Her recent research presented laying hens with a choice of their regular enhanced rations or black soldier fly larvae, squished of their oil in a process known as "de-fatting" and freeze dried for storage. The results were clear - laying hens replaced up to 16% of their diet with the larvae because it was rich in energy.
“A little bit like wanting ice-cream,” explained Dr Ruhnke. “The hens accepted black soldier fly larvae very well,” she said.
Compared to soy meal at 48 per cent protein and 2pc fat, BSF larvae, de-fatted, provide 55 to 60pc protein at 8pc fat. Maggots straight out of the paddock comprise 30pc fat which is too much if a farmer wants to produce eggs.
Dave Cadogan, nutritionist with the company Feedworks, says rendering of larvae, removing the fat, not only prolongs the product’s shelf life, but the oil that is pressed out is a medium chain fatty acid similar to coconut oil and palm oil. It serves as a gut tonic by neutralising pathogenic bacteria and has much wider potential in the human consumption market.
There is evidence to say that eggshells are thinner after 12 weeks on a trial diet of fly larvae but this is not from a lack of nutrition in the larvae, but rather the lack of mineral and vitamin supplements which would have been digested had the hens chose formulated feed over bugs.
For the same reason egg yolks from hens on BSF larvae were a pale yellow compared to those from hens on regular feed because those rations included colouring to modify the look, in the way that farmed salmon appears orange.

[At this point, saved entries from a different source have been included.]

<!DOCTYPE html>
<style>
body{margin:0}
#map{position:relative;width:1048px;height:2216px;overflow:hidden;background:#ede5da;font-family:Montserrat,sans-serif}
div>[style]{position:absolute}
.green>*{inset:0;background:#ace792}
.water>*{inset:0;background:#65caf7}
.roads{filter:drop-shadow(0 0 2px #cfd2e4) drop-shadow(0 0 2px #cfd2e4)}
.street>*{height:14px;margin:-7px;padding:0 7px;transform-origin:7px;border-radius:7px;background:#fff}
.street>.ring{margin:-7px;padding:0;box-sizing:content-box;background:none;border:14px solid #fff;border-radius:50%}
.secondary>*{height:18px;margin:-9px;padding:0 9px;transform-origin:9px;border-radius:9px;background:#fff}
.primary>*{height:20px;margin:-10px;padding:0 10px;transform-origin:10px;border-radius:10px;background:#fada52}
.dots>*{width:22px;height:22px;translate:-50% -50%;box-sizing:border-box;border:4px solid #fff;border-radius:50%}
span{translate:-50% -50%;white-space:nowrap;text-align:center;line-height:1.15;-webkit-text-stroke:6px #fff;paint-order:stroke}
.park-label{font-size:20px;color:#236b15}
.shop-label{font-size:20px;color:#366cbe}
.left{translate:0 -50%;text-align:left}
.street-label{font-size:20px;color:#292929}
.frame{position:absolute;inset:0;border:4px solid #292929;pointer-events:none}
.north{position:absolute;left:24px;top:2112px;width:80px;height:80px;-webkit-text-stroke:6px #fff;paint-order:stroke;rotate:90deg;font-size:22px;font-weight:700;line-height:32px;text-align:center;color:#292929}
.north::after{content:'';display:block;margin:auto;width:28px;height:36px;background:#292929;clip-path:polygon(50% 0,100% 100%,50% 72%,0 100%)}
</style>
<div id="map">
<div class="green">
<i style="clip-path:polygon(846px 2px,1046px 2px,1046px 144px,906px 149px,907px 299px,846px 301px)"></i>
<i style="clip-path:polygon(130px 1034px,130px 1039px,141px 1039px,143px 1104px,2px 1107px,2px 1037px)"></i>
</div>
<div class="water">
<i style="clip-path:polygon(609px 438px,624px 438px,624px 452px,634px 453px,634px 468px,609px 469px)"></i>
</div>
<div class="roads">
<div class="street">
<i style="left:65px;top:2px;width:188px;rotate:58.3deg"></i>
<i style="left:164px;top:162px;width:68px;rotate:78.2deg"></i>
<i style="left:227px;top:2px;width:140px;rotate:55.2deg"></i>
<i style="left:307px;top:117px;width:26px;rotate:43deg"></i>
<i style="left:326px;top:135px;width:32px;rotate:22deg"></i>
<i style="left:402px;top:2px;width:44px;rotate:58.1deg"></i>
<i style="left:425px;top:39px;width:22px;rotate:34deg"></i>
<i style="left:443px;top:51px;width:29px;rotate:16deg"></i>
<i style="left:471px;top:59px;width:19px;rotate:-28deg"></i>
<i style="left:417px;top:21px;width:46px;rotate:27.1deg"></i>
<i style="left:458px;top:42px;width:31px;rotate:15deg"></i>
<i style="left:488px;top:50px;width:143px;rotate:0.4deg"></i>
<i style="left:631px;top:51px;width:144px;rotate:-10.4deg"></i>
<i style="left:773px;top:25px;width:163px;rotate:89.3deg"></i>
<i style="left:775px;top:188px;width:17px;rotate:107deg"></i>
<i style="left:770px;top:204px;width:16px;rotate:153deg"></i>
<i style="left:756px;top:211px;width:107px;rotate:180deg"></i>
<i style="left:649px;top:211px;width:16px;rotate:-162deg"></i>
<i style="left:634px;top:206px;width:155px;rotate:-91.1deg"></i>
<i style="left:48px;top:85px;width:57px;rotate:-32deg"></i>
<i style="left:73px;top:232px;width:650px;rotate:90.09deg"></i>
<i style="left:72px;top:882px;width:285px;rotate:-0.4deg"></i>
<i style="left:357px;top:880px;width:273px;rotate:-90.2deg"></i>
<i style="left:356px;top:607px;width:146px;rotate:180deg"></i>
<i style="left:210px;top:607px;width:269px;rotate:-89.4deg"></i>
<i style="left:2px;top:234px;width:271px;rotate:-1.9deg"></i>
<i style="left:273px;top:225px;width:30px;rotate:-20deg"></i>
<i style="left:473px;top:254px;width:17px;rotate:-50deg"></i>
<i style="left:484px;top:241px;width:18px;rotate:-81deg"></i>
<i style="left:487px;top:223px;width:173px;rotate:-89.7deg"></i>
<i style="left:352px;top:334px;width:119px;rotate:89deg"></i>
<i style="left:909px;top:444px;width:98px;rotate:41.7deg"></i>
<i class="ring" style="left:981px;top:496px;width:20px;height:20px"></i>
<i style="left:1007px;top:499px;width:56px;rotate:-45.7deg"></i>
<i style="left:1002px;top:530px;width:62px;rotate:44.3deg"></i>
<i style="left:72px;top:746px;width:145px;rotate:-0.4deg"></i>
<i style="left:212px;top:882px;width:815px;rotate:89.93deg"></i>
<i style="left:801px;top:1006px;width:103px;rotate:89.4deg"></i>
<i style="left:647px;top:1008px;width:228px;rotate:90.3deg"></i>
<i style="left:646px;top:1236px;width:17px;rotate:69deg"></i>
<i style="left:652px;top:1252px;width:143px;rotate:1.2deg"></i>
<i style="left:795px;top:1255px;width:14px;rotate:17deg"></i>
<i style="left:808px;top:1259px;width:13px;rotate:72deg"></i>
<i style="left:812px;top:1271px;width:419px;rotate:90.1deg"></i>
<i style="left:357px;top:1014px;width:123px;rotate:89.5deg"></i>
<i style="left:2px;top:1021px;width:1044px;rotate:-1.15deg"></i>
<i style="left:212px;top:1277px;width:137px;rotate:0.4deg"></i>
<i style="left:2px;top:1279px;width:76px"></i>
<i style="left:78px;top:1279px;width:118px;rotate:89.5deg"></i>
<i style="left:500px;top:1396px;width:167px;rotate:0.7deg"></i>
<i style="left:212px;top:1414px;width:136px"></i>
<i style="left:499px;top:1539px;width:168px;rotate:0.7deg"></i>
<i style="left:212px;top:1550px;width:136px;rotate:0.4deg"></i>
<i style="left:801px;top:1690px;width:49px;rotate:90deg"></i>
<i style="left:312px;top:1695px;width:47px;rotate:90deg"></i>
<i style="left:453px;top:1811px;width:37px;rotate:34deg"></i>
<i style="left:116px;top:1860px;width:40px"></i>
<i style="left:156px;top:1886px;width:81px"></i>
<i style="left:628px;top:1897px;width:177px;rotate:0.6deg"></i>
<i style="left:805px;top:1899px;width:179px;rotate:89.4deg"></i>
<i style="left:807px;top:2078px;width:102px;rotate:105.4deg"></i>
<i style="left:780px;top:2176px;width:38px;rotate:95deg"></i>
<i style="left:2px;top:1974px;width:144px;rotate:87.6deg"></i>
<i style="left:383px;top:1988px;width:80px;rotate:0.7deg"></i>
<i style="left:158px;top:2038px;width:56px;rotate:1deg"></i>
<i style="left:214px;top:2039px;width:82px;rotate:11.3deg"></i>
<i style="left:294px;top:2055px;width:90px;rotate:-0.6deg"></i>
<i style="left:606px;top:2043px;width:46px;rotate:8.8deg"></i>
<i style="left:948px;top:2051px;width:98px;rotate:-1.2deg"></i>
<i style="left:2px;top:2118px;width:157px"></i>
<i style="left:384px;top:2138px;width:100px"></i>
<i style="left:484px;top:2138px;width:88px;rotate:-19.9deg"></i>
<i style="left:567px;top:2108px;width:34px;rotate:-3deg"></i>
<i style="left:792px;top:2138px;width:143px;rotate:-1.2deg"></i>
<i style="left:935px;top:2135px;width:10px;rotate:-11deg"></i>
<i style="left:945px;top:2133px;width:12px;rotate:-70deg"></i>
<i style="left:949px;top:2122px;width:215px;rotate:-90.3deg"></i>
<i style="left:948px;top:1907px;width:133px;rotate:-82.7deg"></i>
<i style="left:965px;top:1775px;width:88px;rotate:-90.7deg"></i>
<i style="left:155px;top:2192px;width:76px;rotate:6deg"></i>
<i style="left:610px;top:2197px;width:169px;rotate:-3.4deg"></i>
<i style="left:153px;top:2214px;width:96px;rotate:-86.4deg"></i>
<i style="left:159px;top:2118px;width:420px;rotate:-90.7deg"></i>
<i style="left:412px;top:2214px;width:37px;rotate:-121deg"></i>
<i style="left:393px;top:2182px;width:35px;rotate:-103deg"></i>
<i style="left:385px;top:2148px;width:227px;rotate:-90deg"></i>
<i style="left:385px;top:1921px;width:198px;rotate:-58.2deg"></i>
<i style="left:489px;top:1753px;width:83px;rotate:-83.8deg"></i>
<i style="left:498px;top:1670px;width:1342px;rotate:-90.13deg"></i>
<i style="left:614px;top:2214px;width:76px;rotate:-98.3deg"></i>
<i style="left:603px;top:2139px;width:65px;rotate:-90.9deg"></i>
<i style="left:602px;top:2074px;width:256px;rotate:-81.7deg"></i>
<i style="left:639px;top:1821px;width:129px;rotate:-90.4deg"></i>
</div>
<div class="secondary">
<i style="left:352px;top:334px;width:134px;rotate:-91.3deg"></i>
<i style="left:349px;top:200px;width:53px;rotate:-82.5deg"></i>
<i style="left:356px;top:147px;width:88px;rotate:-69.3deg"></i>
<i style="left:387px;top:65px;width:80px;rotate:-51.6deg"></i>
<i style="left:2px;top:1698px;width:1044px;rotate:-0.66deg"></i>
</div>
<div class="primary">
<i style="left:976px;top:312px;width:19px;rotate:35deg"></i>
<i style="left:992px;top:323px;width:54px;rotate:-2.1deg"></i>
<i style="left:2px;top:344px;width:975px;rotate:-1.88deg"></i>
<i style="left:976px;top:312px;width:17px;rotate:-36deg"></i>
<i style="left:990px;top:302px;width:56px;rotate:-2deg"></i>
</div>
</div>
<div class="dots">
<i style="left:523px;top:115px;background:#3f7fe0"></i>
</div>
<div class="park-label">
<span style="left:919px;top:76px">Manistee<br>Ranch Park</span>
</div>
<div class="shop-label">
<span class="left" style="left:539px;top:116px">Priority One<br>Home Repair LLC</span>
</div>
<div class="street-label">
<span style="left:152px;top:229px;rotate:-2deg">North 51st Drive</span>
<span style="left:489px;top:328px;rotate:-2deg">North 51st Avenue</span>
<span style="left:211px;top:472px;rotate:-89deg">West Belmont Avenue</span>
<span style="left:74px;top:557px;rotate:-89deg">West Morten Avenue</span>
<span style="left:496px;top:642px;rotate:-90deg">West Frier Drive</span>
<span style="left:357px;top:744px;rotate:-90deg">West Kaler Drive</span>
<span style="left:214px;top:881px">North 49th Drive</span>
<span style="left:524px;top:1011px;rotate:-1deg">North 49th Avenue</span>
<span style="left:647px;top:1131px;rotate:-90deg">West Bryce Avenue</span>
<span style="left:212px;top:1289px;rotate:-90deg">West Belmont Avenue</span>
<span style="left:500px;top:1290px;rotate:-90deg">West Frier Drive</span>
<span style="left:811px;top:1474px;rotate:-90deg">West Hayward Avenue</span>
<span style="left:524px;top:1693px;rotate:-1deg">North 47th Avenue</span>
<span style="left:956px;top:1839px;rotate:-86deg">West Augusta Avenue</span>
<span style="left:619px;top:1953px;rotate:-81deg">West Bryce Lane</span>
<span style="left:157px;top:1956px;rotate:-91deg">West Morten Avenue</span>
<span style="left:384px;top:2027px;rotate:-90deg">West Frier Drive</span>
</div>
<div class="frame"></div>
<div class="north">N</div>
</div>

Current research funded by the Poultry CRC is investigating the impact of Black Soldier Fly larvae on chicken meat quality.
In contrast, ruminants have trouble with the fatty larvae, too high in protein with the result that excess nitrogen converts to ammonia gas which is toxic. Of course feeding cattle with maggots reared on meat is a no-no but even larvae reared on vegetable waste are unlikely to ever be feed to ruminants in Australia, according to Goterra’s Ms Yarger.
“This is a new industry and understandably people have a lot of questions,” she said. “But the industry has matured. It is more credible. For instance we understand different waste as insect feed substrates, like pig effluent, better than we did before. We know how it works. On the other hand we, as an industry, need to demonstrate we can manage concerns about food and health safety.”
“We are on the threshold," she says, "of something big.”